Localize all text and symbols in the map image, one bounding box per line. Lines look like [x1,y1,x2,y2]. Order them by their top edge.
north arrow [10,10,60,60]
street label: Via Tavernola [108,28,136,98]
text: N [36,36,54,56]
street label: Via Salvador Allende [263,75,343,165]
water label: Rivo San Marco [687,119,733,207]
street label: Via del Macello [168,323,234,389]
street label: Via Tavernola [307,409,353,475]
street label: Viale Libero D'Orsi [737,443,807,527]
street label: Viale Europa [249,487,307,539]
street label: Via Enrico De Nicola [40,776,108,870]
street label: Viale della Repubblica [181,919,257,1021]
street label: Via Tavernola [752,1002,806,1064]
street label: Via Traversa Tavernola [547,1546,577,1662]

=====

* _EXERCISE INSTRUCTIONS_:
Each record above has to be set down again, exactly and completely.

* _EXERCISE SOLUTION_:
Localize all text and symbols in the map image, one bounding box per line. Lines look like [x1,y1,x2,y2]. Order them by their top edge.
north arrow [10,10,60,60]
street label: Via Tavernola [108,28,136,98]
text: N [36,36,54,56]
street label: Via Salvador Allende [263,75,343,165]
water label: Rivo San Marco [687,119,733,207]
street label: Via del Macello [168,323,234,389]
street label: Via Tavernola [307,409,353,475]
street label: Viale Libero D'Orsi [737,443,807,527]
street label: Viale Europa [249,487,307,539]
street label: Via Enrico De Nicola [40,776,108,870]
street label: Viale della Repubblica [181,919,257,1021]
street label: Via Tavernola [752,1002,806,1064]
street label: Via Traversa Tavernola [547,1546,577,1662]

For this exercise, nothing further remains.